Surgery performed on Deaf people without their consent. Signers unemployed or under-employed, their talents wasted. Shockingly frequent mental health problems as Deaf people struggle to live within a hostile social system. Deaf children in classrooms where they can’t understand the language of instruction. Police, prisons, banks, Inland Revenue – an endless list of institutions not bothering to make sure they are communicating effectively with British Sign Language users.
It doesn’t have to be like this.
In a publication some years ago (alluding to a comparison with the struggle for racial equality), I described this picture as ‘institutional audism’. These things don’t happen because individual non-signing hearing people want Deaf people to suffer. They happen because the social world we inhabit is designed to suit hearing people.

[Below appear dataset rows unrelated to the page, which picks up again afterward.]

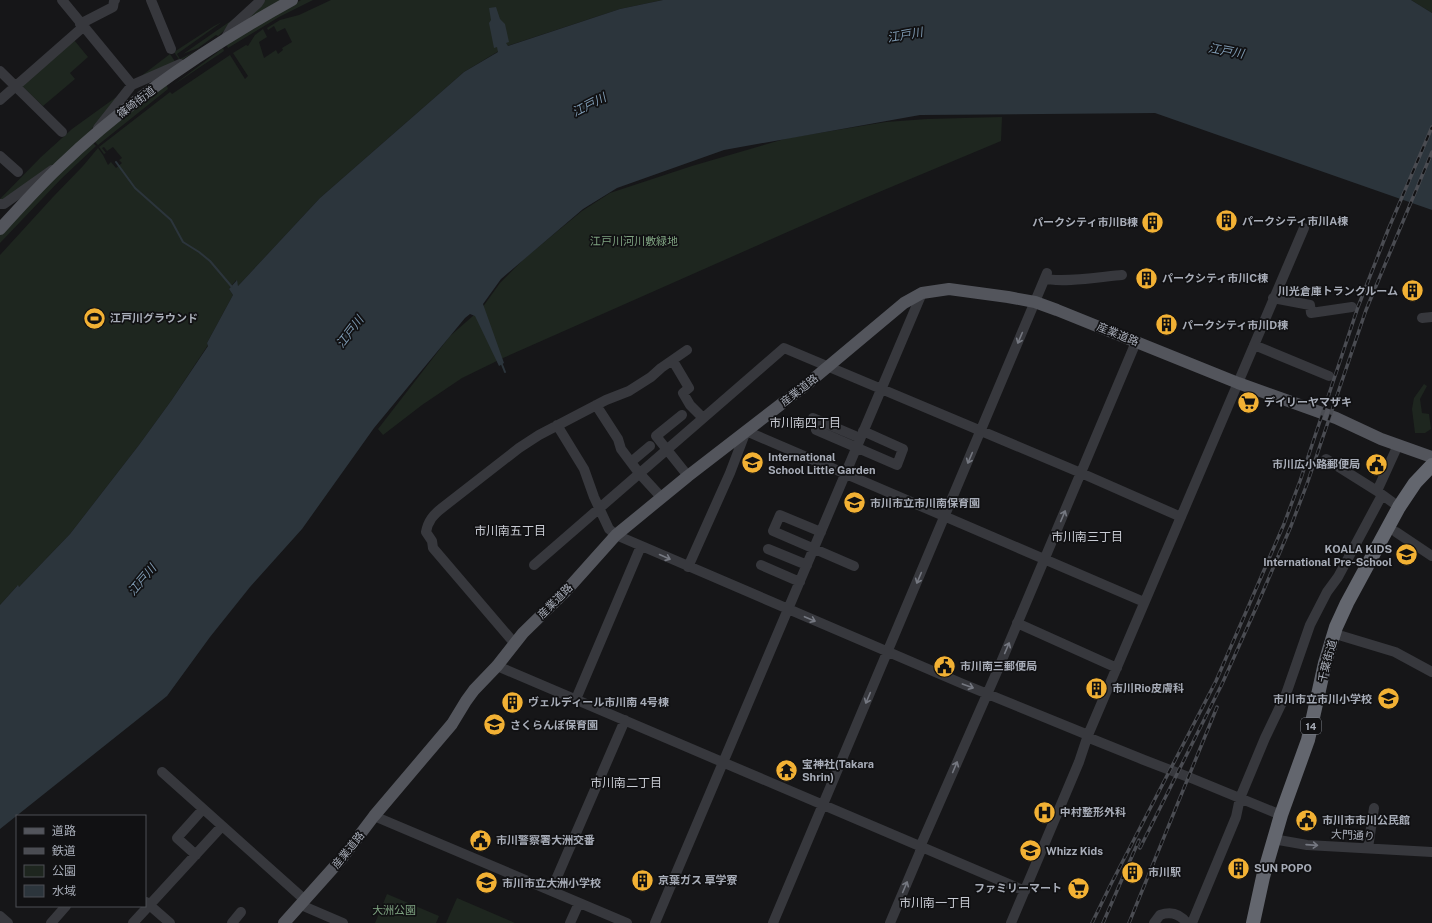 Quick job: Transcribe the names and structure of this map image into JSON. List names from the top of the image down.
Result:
{
  "streets": {
    "highway": ["千葉街道", "14"],
    "main road": ["篠崎街道", "産業道路"],
    "street": ["大門通り"]
  },
  "crossings": [
    ["千葉街道", "大門通り"]
  ],
  "one_way": ["大門通り"],
  "districts": [
    "市川南四丁目",
    "市川南五丁目",
    "市川南三丁目",
    "市川南二丁目",
    "市川南一丁目"
  ],
  "water": ["江戸川"],
  "parks": ["江戸川河川敷緑地", "大洲公園"],
  "places": {
    "building": [
      "パークシティ市川A棟",
      "パークシティ市川B棟",
      "パークシティ市川C棟",
      "川光倉庫トランクルーム",
      "パークシティ市川D棟",
      "市川Rio皮膚科",
      "ヴェルディール市川南 4号棟",
      "SUN POPO",
      "市川駅",
      "京葉ガス 草学寮"
    ],
    "sports": ["江戸川グラウンド"],
    "supermarket": ["デイリーヤマザキ", "ファミリーマート"],
    "school or university": [
      "International School Little Garden",
      "市川市立市川南保育園",
      "KOALA KIDS International Pre-School",
      "市川市立市川小学校",
      "さくらんぼ保育園",
      "Whizz Kids",
      "市川市立大洲小学校"
    ],
    "public building": [
      "市川広小路郵便局",
      "市川南三郵便局",
      "市川市市川公民館",
      "市川警察署大洲交番"
    ],
    "temple": ["宝神社(Takara Shrin)"],
    "hospital": ["中村整形外科"]
  },
  "legend": [
    "道路",
    "鉄道",
    "公園",
    "水域"
  ]
}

So how could things be changed? Today, the British Deaf Association launches a report www.bda.org.uk pressing to enhance the legal status of BSL (and, because it’s used in parts of the UK, Irish Sign Language). Drawing on extensive research, and sources including the range of international Deaf and hearing students on Heriot-Watt University’s programmes (eg www.eumasli.eu), I’ve been a member of the task group assembling this discussion document over several months. What alternatives does it offer?
- Portugal, Uganda and Venezuela have recognised their signed languages within their constitutions.
- Pro-sign acts of parliament have been passed in Brazil, Poland and Slovakia.
- Robust official recognition has reached Estonia, Iceland, Latvia and New Zealand.
- Austria, Finland and Hungary exemplify best practice by meeting the requirements of the United Nations Convention on the Rights of Persons with Disabilities.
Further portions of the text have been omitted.